Right now, she’s working on collage, or assemblage art, which incorporates different elements into one piece. While her formal art education began with a master’s in textile design from the University of Nebraska-Lincoln, she later discovered a passion for transforming found objects into art.
“I look at all these little things I’ve found along the way and they each seem to have potential,” she said. “I’m inspired by fragments and I love old things.”
Shea-McCoy discovered art and teaching when she lived in North Carolina. After graduating from Lindenwood University in Missouri with a teaching degree, she followed a college roommate to Durham. They purchased oil paints for entertainment because they didn’t own a TV, and her first teaching job was in Wilton, a rural community 30 miles outside of town surrounded by tobacco fields.
“That was a great cultural experience for me, but then I missed the Midwest and decided to move back,” she said.
Most recognize Shea-McCoy for her contributions to Lincoln’s public art scene, her grass-roots projects that included colorful and whimsical bicycles, light bulbs and hearts. Her most recent project was “Serving Hands,” a collection of 39 six-foot hands auctioned off in October after a three-month display throughout the city.
“I seem to be a good fit to take these on because I’m an artist, art-advocate, community advocate, and I care about families and kids as an educator,” she said. “I also like to problem solve. Every day I wake up during these projects I wait for the phone to ring.”
Shea-McCoy was inspired to bring public art to Lincoln after a 2001 trip to the Joslyn Art Museum in Omaha. She and a few friends happened to see a J. Doe fiberglass human figure sculpture, part of Omaha’s public art project.
“The whole ride back to Lincoln I thought, ‘Wouldn’t it be great for Lincoln to have a public art project.’ I just saw the positivity these projects bring into our communities.”
But creating such big public art projects isn’t an easy task. It takes a special person – and Shea-McCoy is that person, according to Anne Woita, who served with Shea-McCoy on the Hildegard Center for the Arts board of directors.
“She has a fire in her belly and a drive to make a difference,” Woita said. “For her to do anything less would be to deny who she is.”
Woita, who helped found the Hildegard Center, first met Shea-McCoy in March 2010 at a coffee shop to discuss what she could bring to the non-profit arts organization’s cause.

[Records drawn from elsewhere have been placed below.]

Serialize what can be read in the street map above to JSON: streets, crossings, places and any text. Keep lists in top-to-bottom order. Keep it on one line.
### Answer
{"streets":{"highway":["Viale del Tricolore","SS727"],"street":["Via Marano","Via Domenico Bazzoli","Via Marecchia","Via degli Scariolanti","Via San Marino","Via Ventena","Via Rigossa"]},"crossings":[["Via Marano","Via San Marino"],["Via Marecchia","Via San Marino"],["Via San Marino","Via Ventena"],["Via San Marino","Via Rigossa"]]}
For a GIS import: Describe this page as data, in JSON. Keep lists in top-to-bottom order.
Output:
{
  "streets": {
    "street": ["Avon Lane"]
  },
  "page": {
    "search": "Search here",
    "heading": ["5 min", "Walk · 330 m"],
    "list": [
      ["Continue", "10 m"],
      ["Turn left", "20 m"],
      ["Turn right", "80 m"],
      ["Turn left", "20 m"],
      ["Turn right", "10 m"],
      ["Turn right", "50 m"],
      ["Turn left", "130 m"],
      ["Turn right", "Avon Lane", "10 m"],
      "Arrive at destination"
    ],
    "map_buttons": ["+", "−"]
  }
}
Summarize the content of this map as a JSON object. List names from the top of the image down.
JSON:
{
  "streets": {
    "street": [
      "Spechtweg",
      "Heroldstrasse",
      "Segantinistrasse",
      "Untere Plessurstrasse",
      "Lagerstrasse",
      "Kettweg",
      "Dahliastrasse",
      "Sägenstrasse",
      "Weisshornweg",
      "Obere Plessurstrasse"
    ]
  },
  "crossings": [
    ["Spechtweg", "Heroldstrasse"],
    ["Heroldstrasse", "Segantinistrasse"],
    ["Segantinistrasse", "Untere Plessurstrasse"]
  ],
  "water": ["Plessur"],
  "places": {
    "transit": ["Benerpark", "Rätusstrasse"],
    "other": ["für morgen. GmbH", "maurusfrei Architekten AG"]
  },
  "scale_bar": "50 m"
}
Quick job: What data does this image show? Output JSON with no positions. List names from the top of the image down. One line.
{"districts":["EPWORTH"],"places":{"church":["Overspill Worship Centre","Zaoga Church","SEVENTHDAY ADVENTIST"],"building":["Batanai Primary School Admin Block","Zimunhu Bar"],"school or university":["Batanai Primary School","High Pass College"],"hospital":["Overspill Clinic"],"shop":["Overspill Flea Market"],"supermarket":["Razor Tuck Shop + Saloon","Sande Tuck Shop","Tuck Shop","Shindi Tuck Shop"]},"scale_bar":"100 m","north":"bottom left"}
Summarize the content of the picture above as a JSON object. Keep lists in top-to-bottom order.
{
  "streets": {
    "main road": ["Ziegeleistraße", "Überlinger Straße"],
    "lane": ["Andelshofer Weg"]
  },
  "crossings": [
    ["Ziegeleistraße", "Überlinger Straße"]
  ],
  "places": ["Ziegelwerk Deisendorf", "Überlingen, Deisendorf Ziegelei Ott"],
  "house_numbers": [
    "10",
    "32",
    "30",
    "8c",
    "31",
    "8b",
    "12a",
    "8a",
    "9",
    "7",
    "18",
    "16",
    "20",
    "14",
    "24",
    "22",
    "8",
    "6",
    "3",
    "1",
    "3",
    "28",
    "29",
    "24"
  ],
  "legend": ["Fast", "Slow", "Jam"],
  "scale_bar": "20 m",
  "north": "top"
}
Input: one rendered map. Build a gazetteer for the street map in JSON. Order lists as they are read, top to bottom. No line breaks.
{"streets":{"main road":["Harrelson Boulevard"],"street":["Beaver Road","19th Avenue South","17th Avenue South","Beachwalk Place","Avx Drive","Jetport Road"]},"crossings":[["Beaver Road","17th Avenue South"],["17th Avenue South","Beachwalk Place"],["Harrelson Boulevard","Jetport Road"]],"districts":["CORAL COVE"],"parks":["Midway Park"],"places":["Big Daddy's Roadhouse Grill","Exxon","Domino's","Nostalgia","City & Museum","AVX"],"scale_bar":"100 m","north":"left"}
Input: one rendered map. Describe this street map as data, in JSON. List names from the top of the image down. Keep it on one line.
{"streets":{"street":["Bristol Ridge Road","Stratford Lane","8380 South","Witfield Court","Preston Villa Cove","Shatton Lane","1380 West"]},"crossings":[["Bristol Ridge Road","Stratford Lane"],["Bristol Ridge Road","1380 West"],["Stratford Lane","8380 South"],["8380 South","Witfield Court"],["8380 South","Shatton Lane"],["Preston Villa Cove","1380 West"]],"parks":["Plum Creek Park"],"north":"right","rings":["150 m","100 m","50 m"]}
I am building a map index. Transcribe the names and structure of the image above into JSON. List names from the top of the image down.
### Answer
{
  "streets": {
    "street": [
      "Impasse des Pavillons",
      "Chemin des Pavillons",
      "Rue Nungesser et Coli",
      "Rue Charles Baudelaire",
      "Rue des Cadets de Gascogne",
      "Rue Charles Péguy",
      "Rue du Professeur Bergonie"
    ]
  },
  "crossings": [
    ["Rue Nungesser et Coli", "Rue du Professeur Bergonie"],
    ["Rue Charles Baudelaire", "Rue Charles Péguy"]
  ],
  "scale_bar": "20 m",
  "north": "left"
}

The two worked on projects together such as a “Heroes Among Us,” which brought art opportunities to at-risk children.
“She puts the same effort into a tiny project affecting a handful of kiddos as she does with those massive community art projects that enjoyed by so many,” Woita said. “She is incredibly talented and has brought much joy and beauty to the world through her creations.”
Shea-McCoy now has decided to take a step back from being an art director and prioritize her own work as a professional artist. She aspires to have an exhibit ready by next fall and develop a website to showcase her work.
“I want to have an exhibit of my own work and have people pick out things they love that I’ve created from my own heart,” she said. “It’s really nice to come to a place in my life where I feel secure about my own work and feel it’s worthy at where I price it.”
Shea-McCoy, 69, loves to mark her improvement since her days as a college student dabbling in oil paints. She feels lucky to be able to continue her artistic journey while many of her peers face retirement and does not plan on slowing down.
“I’ve been working on a project and all of a sudden I get starving and my eyes get blurry because I’ve been focusing so hard on this project,” she said. “If I could go another 30 years, my work would only grow stronger.”
Shea-McCoy hopes to eventually sell to larger markets, including Omaha. However, she feels rooted in Lincoln, where every day she gets to see the public art sculptures she helped materialize.
“I still get phone calls from people saying, ‘Liz, I got a great idea for the next public art project,’” she said. “My legacy is really in this community and statewide.”